Tupperware Site Hacked With Fake Form to Steal Credit Cards

Hackers have compromised the website of the world-famous Tupperware brand and are stealing customers' payment card details at checkout. The risk existed for a while as researcher’s attempts to alert the company remained unanswered.

Some localized versions of the official Tupperware website were also running malicious code that skims credit card data.

The attack was carefully orchestrated to keep the skimmer active for as long as possible - a clear indication that this is not the work of run-of-the-mill MageCart attackers.

Clever tactic

The hackers used an ingenious method to steal credit card data from Tupperware customers at checkout: they integrated a malicious iframe that displays a fake payment form fields to shoppers.

Discovered by researchers at Malwarebytes, the iframe loaded the content from “deskofhelp[.]com,” a domain that was created on March 9 and it is hosted on a server with multiple phishing domains.

Tupperware fixed the issue and the payment form is currently loading from the legitimate domain cybersource.com, owned by Visa. However, code from the attackers is still available.
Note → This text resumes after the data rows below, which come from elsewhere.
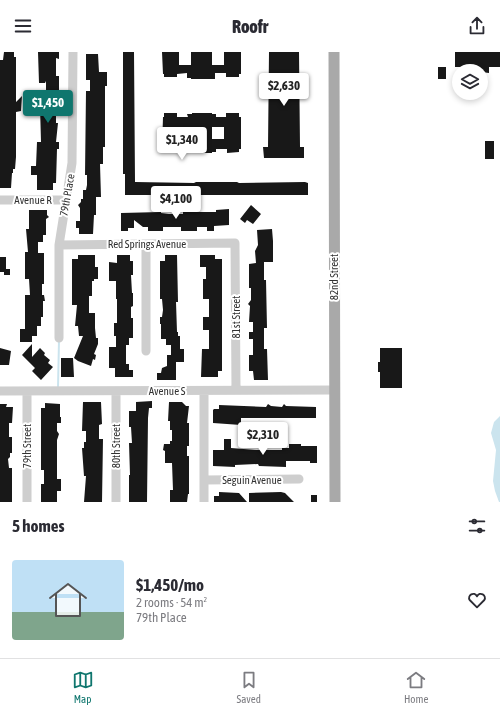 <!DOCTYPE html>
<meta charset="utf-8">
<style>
:root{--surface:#fff;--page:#f2f2f3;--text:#2b2b33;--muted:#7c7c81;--line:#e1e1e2;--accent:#0f766e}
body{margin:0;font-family:"Asap Condensed",sans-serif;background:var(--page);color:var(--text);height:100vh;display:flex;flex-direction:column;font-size:15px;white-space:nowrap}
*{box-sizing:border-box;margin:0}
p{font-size:13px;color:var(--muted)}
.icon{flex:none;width:22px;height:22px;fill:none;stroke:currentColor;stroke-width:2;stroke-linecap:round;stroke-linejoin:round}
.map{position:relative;height:450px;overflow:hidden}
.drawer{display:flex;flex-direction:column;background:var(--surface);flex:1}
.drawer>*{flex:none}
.fabs{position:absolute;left:452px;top:12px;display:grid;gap:8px}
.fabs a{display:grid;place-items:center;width:36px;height:36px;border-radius:50%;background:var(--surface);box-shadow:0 2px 6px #0003;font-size:20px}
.price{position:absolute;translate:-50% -34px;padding:0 9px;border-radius:4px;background:#fff;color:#222;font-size:13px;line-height:26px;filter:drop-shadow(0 1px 2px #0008)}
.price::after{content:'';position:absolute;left:50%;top:24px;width:12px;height:9px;margin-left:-6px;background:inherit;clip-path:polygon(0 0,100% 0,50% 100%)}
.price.on{background:var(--accent);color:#fff}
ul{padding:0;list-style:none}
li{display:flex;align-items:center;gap:12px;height:100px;padding:0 12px}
li span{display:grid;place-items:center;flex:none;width:112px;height:80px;border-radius:4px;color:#555}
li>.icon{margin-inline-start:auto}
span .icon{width:48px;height:48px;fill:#fffc;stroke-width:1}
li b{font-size:17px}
h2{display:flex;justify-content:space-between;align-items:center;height:48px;padding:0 12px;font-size:17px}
header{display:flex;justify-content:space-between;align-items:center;height:52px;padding:0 12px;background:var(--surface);font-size:18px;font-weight:800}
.tab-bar{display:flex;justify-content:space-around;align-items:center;height:56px;border-top:1px solid var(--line);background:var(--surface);font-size:11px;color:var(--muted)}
.tab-bar a{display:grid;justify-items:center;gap:2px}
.tab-bar .on{color:var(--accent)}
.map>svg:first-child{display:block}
.water{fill:#cbe4ee}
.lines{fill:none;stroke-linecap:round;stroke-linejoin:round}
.stream{stroke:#cbe4ee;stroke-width:2}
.building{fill:#181818;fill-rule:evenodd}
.minor{stroke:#cecece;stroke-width:9}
.major{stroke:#a9a9a9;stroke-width:11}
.labels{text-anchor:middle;stroke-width:4;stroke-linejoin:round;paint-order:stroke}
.street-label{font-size:11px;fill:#313131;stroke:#fff}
</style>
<header><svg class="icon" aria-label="menu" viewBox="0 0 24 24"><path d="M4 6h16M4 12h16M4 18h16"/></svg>Roofr<svg class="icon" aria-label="share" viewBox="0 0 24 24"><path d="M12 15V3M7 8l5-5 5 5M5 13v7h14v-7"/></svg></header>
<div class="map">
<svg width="500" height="450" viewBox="0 0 500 450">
<rect width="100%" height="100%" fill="#fff"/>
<path class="water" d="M500 364V450H499L495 439 493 429 496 398 491 381 494 370Z"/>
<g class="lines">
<path class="stream" d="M58 336 59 288"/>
</g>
<path class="building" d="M4 0H14V5H16V50L22 44 21 59 16 60V105L15 117H13V121H12L11 136H0V8H3Z
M38 0H59V7L56 6V24H59V61H56V71H58L56 90H59V97H57L56 131H53V138H37V123H31V114H36L37 90H41L40 54H46V29L45 31H39Z
M123 0H134L135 130 194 131 196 130H237L239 131 305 130 308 131V143H125V122H123Z
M162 0H179V13H191V0H212V13H224V0H241V22H239V25H226V21H215V27H191V26H187V21L177 22V25H164V22H163Z
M269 0H299L300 95H304V106H264L263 95H268Z
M455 0H500V15H489V21L473 19V15H455Z
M86 2H98L99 20H107V34H105V95H103V112H100L101 145H96V163H94L93 182H79V176H76V169H80V156L78 153 81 150V147H83V138H86L87 133V123H85L86 39H90V28H86Z
M438 15H446V27H438Z
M164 61H177V65H188L187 62H192V61H212V62H216V65H226V61H239V65H241V97H239V100L227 101V97H216V100H212V101H191V100H188V98H177V101H164V97H162L163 65H164ZM179 75H191V87L179 86ZM212 75H224V87H212Z
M485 89H494V107H485Z
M251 153 261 162 253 172 247 168 245 171 240 167Z
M229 157V173L214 174V179H207V175H197V179H181V175H163V179H148V175H143L134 168V176H128V179H121V161L161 160V161L169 162H183V160H216V158Z
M29 158H47V163L49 165 46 167V183H43V190H38V201H44V232H42V243H44L45 249H43V265H41V274H37V284H32V290H20V277H25V243H30L29 227H25V200H28L26 177H29Z
M272 177 273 189V210H264V228H266L267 276H264V297H267L268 328H254L253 319H249V303H253V287H249V280H253V270H249L250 254 248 252 251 248V236H249V212L256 211 255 199 258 193 257 178Z
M78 203H95V215H98V227H94V229H92V244H89V261H95V276L96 286H98V292L94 302 96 303 95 308 93 307 91 314 78 309 74 306 83 284H79L78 274H75L77 253H72V207H78Z
M117 203H130V209H133V223H131L132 241H133V254L131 255V266H133V286H129V293H126V312H129V318H133V325H115V316H109V295H116V284H114V271H117V247H116V229H109V210L117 211Z
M165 203H177L178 250H176L177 280H178V284H180V297H184V310H176V328H157V321H161L162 316 167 314V303H171V293H166V287H161V272H160V265H162L163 258 162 247H160V209H165Z
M200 203H215V207H222V319H218V325H201L202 297H209V278H203V265H209V247H203V227H206V215H200Z
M0 205H6V217H10V223H4V220H0Z
M32 292V305L40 296 45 301 44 303 50 308 48 311 53 315 41 328 32 319 35 316 22 303Z
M0 296 11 299 9 313H0Z
M380 296H402V336H380V320H378V310H380Z
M61 306H73L74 325H61Z
M152 349V356H149L148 366 147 450H129V423H130L129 391H132L131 375H129V359H136V350Z
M83 350H101L102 372 99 373V387H103L102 450H84L86 424H84L82 396H84V390H86V379H82Z
M169 350H182L186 354H189L187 371H189V394H187V404H189V442H188L187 450H170V438H173L172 411H165V399L163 398 164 392H170V389H172V378H170V369H168Z
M45 351 60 352V365H61V371H57V379L59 382 57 388V427H61V439H57V450H41V432H44V418H41V356H45Z
M0 352H7L6 355H13L12 371H9V385H12V401H10V405L8 407 9 416H12V450H0Z
M268 352 271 354 282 355 284 352 286 354 316 355V366H241V373L213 371V358L214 357H219V353L266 355Z
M224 387H231V396L256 398H282V396H289V392H301V394H317V411H310V409H286V415L259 414 258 412 235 413V415L213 414V398H224Z
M219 440 239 441 247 450H214V444H219Z
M281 440 285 441 294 450H249V441Z
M311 443H317V450H311Z"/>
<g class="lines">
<path class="minor" d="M0 148H66
M59 193 235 191 236 338
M146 193V299
M59 286V193L72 111 73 0
M0 339 335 338
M27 339V450
M116 339V450
M204 339V450
M205 428 299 427"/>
<path class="major" d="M334 0 335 450"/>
</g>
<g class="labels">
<g class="street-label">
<text transform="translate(67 143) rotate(-80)" y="4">79th Place</text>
<text x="33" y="152">Avenue R</text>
<text x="147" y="196">Red Springs Avenue</text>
<text transform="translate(334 225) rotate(-90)" y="4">82nd Street</text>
<text transform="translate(236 265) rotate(-90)" y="4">81st Street</text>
<text x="167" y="343">Avenue S</text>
<text transform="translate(27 394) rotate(-90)" y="4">79th Street</text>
<text transform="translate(116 394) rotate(-90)" y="4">80th Street</text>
<text x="252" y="432">Seguin Avenue</text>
</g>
</g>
</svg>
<div class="fabs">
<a><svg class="icon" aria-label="layers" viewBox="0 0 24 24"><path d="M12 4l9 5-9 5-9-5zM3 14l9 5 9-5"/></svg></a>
</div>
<b class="price" style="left:284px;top:55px">$2,630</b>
<b class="price on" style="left:48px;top:72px">$1,450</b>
<b class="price" style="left:182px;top:109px">$1,340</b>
<b class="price" style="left:176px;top:168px">$4,100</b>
<b class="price" style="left:263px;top:404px">$2,310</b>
</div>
<section class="drawer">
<h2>5 homes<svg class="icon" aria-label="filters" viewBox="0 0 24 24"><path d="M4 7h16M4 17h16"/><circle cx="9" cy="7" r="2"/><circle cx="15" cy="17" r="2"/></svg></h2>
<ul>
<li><span style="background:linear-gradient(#bfe0f5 65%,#7fa58c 0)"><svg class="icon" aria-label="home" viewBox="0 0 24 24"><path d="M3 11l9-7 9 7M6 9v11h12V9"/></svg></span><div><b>$1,450/mo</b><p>2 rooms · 54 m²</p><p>79th Place</p></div><svg class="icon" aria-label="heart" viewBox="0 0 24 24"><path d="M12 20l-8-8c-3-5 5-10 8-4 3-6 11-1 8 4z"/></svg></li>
</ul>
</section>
<nav class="tab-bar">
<a class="on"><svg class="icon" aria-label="map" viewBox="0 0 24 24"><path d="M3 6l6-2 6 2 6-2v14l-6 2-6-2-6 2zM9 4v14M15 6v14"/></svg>Map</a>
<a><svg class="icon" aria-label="saved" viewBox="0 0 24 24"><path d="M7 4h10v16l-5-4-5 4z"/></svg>Saved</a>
<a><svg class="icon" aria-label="home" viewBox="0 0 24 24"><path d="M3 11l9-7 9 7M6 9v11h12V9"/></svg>Home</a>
</nav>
The researchers looked closer at the domain hosting the malicious content and noticed that it was registered with a Yandex email address, something that is downright suspicious when it comes to loading payment forms on a US-branded website.

The fraudsters made an effort to conceal the compromise by loading the iframe dynamically on the checkout page. Thus, looking at the HTML‌ source code shows nothing dubious.

However, checking the iframe source revealed the malicious domain hosting the iframe content.

Multiple localized Tuppperware sites were compromised in the same way and one mistake the attackers made was that they used the same payment form on all of them.

As such, the Spanish version of Tupperware site loaded the attacker’s payment form in English, Jérôme Segura from Malwarebytes writes in a report today, while the legitimate form is localized.

To keep shoppers unaware of the credit card skimming, they would see an error immediately after entering the sensitive data.‌‌ Next, the page would be reloaded with the legitimate form and they could complete the purchase.

Tupperware customer data collected by cybercriminals this way includes first and last name, billing address, phone number, credit card number, credit card expiry date, and the CVV (card verification value, required for online shopping).

How the rogue iframe came to load on Tupperware website is also interesting. Segura found a snippet of code on the homepage that was dynamically calling a FAQ icon from Tupperware server.

The icon loaded silently and invisibly to shoppers and contained malicious JavaScript responsible for loading the attackers’ iframe on the checkout page.

It is unclear for how long the malicious activity survived on Tupperware website but the March 9 registration date of domain hosting the fake payment form is an indication; especially since the rogue code was not present in February.

Incomplete cleanup

As for how the compromise happened, Segura found a possible answer by using Sucuri’s SiteCheck service, which shows that the website is running an outdated version of Magento e-commerce software.

Tupperware did not respond to Malwarebytes's attempts to disclose the breach responsibly but did take action to remove the risk to customers.

The PNG file with code that loaded the iframe is no longer available on the website but the script that called it in the first place is still present, Segura told BleepingComputer.

The researcher says that shutting hackers out of a website requires deep inspection to determine how the compromised happened in the first place and to make sure that there are no vulnerabilities that could lead to a new breach.

Update March 25, 11:22 EDT: A tweet from Malwarebytes informs that Tupperware removed the rest of the client-side malicious artifacts. Hopefully, the company did a thorough investigation to close any gaps that hackers might use for a future attack.